Tuesday, June 28, 2011

ooooh, i really hate yo ass right now

30 Day (ish - look I'm tryinggggg this is still the most blog posts I've done in a month!) Challenge: 5 Pet Peeves

1. Whining about things that are good: These things include but are not limited to whining about travel (ughhh I'm never home! I was just in Europe for two weeks and now I have to go to Asia), over-commitment with things that are awesome (oh fuck, I have an audition and a rehearsal and a callback AND another rehearsal and a staged reading), and why having a boyfriend isn't as good as being single (he bought me dinner AGAIN and all I wanted to do was stay home!). This might actually be my biggest pet peeve at present.

2. People who are not poor who say they are: If you ever openly admit in my presence that you a) don't have a job, b) aren't looking for a job, and c) intend to live off of mommy and daddy's money for as long as humanly possible without contributing at all because you for ANY reason feel that they owe you after the age of 22, the next time I say let's go to dinner if you say you can't because you're broke/it's expensive, I'M GOING TO STAB YOU. I have three jobs and I'm still way below the poverty line. Shut the fuck up, tell your parents thank you, and don't talk to me until you learn ANYTHING about the value of money.

3. Reading over my shoulder: A simple classic. Please. It gives me the heebie jeebies. I admit that I have an unreasonably high personal space boundary, but really. Just ask - I'll give you the book/magazine/newspaper or turn my computer your way.

4. Poor grammar: Another simple classic. Your and you're? Not the same. Ditto there, their, and they're. See again it's and its. Don't get me started on comma usage or incorrect plurality.

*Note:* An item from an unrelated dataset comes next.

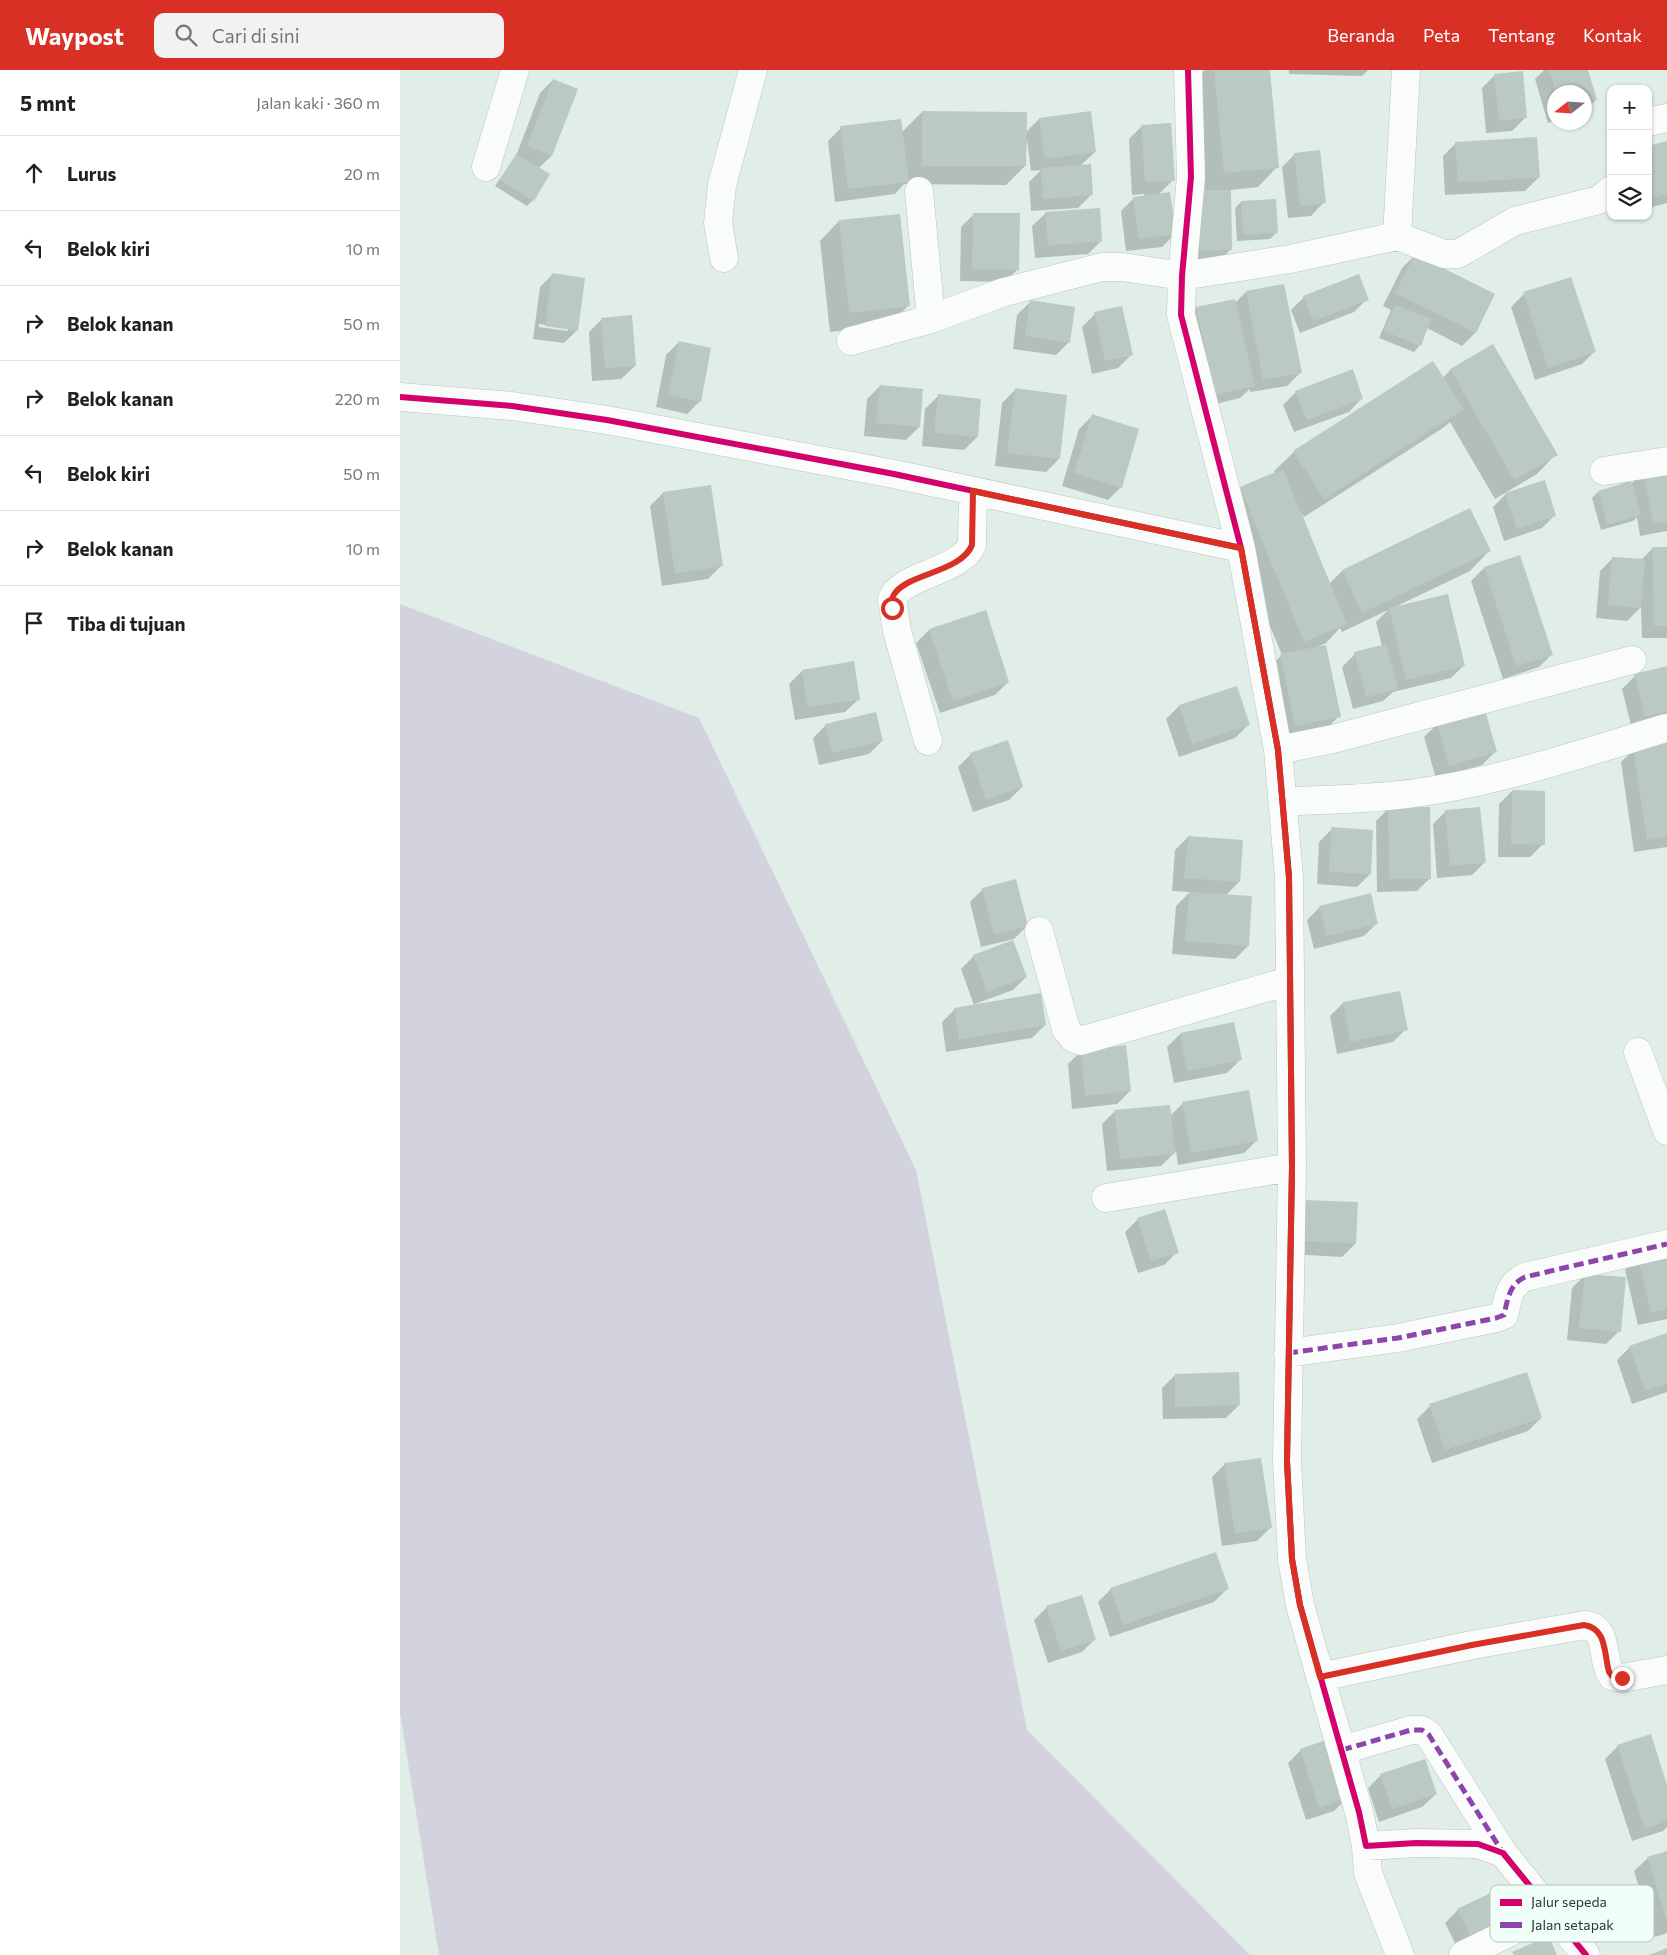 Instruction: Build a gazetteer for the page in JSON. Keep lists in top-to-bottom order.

5. Being asked why I don't have a boyfriend: Dear men everywhere - asking me why I don't have a boyfriend in that bewildered, "you're so great" way is not flattering, it's annoying. It does NOT make me want to smile demurely or laugh or bat my eyelashes or flirt. It makes me want to say "I don't fucking know, so you'd better tell me what it is about me that strikes you as undateable" and then stalk away in my most enraged but still appealing way. This goes double if you and I have ever engaged in any sort of... flirtation and triple if we've ever actually dated but you're curious as to why I'm still single now.

[6. Honorable mention -the word moist. Seriously, my hatred of this word is so well known that people will say "that word you don't like" rather than say moist in my presence.]